I'm trying to understand the proof of Lemma 6.2.1 (p.260-261) in Petersen's Ergodic Theory. Specifically, I don't understand why $B_{n}^{A} \in \mathscr{B}(T^{-1}\alpha \vee \dots \vee T^{-n}\alpha)$ holds. Why does it?
Here's the setup:
- $(X,\mathscr{B}, \mu)$ is a probability space
- $T\colon X \to X$ is a measure-preserving ergodic transformation
- $\alpha$ is a countable measurable partition of $X$ with finite entropy
- $\mathscr{B}(T^{-1}\alpha \vee \dots \vee T^{-k}\alpha)$ denotes the $\sigma$-algebra generated by the common refinement of the partitions $T^{-1}\alpha, \dots, T^{-k}\alpha$.

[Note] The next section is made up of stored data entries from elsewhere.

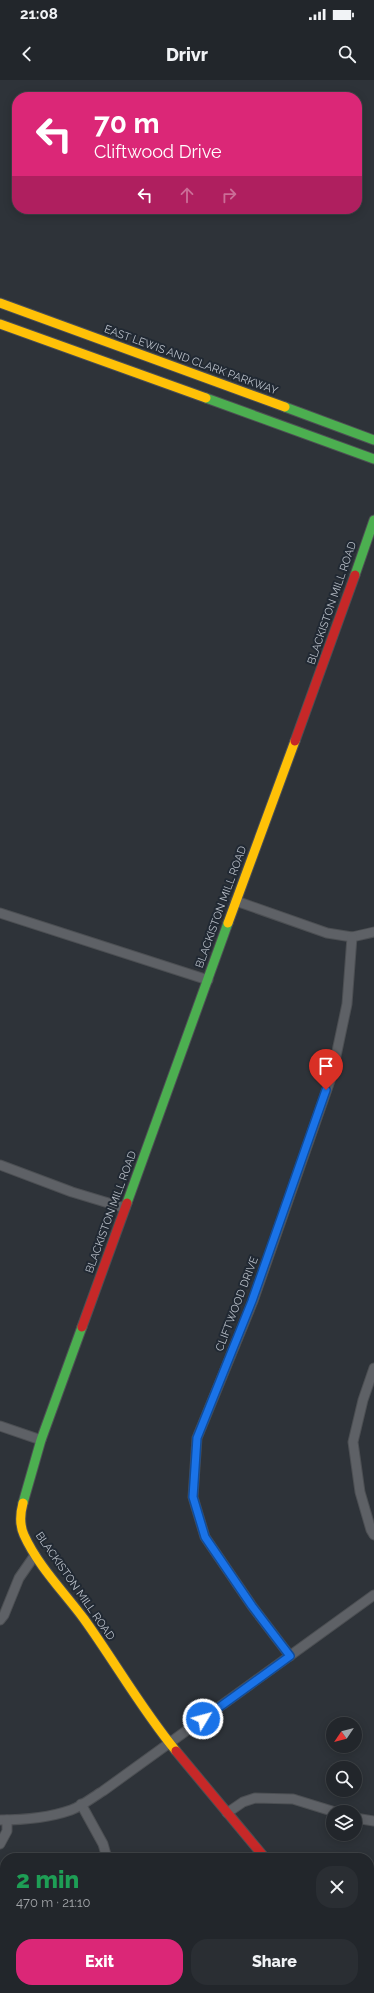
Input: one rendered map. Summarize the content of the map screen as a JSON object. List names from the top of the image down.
{
  "streets": {
    "main road": ["EAST LEWIS AND CLARK PARKWAY", "BLACKISTON MILL ROAD"],
    "street": ["CLIFTWOOD DRIVE"]
  },
  "north": "bottom left",
  "page": {
    "status": "21:08",
    "header": "Drivr",
    "turn": ["70 m", "Cliftwood Drive"],
    "heading": ["2 min", "470 m · 21:10"],
    "buttons": ["Exit", "Share"]
  }
}
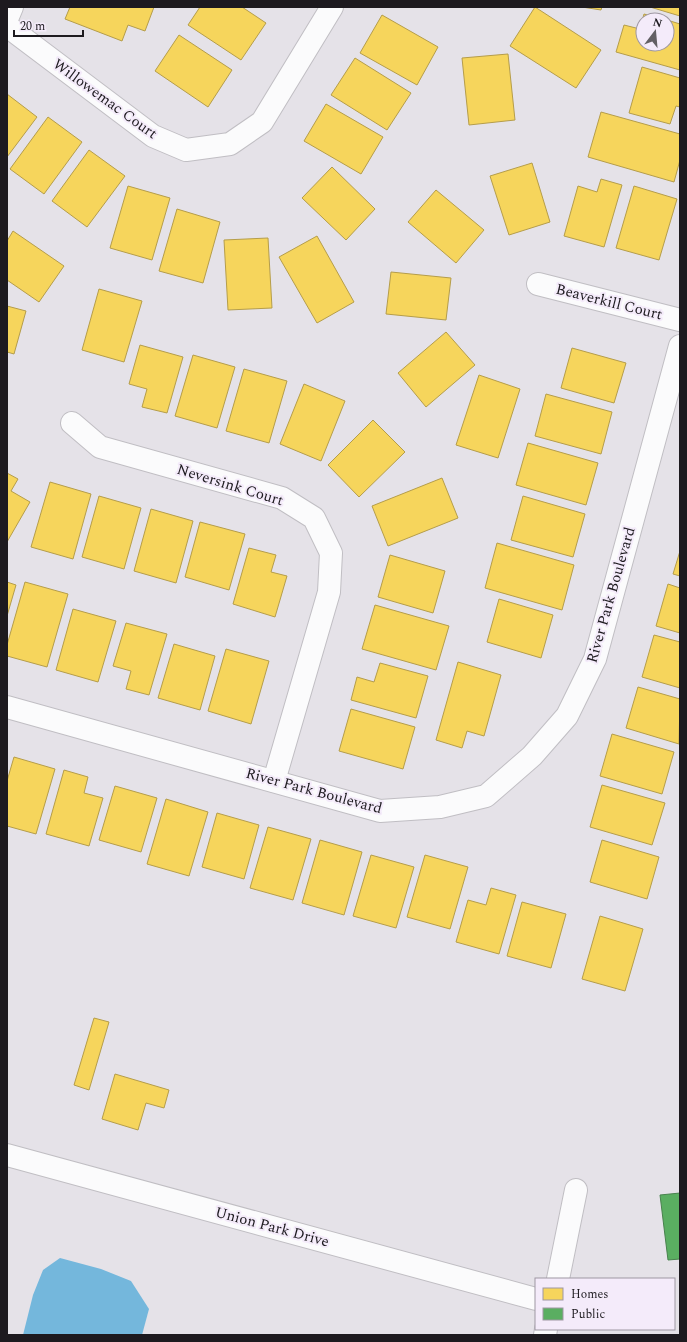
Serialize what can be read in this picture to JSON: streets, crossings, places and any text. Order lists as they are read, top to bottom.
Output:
{
  "streets": {
    "street": [
      "Willowemac Court",
      "Beaverkill Court",
      "Neversink Court",
      "River Park Boulevard",
      "Union Park Drive"
    ]
  },
  "crossings": [
    ["Neversink Court", "River Park Boulevard"]
  ],
  "legend": ["Homes", "Public"],
  "scale_bar": "20 m",
  "north": "top"
}
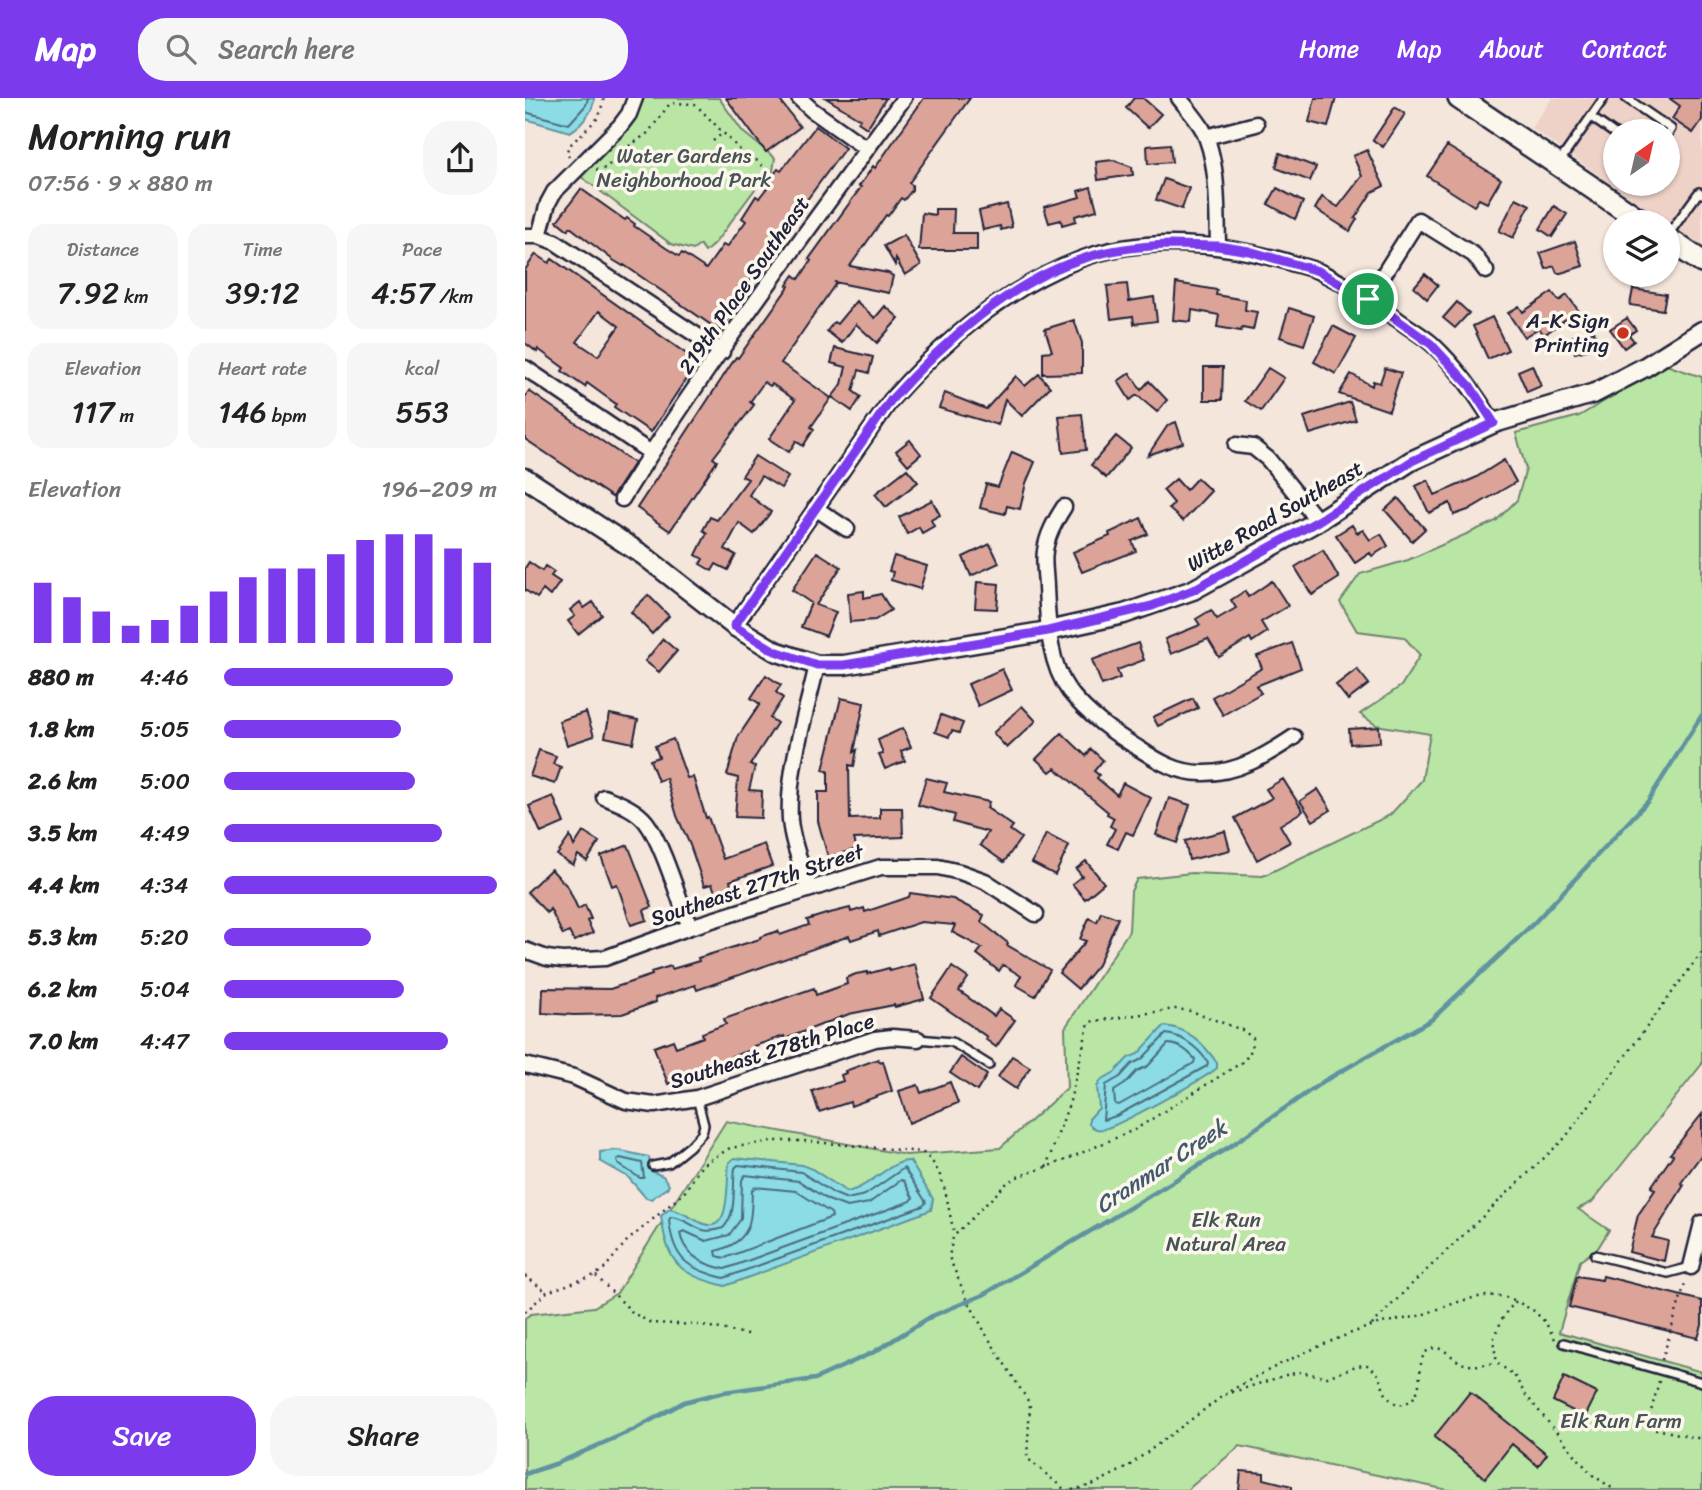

- $B_{n}^{A} := \{x \colon f_{1}^{A}(x), \dots, f^{A}_{n-1} \leq \lambda, f_{n}^{A} > \lambda\}$, where $A\in \alpha$ is fixed and $\lambda \geq 0$
- $f_{k}^{A} = -\log \mu(A|T^{-1}\alpha \vee \dots \vee T^{-k}\alpha)$
So again, my question is: Why is $B_{n}^{A} \in \mathscr{B}(T^{-1}\alpha \vee \dots \vee T^{-n}\alpha)$?
Edit: I really only need to understand this for the case where $T$ is the shift on Cantor space; i.e. $X=\{0,1\}^{\mathbb{N}}$. So an answer in this setting will suffice.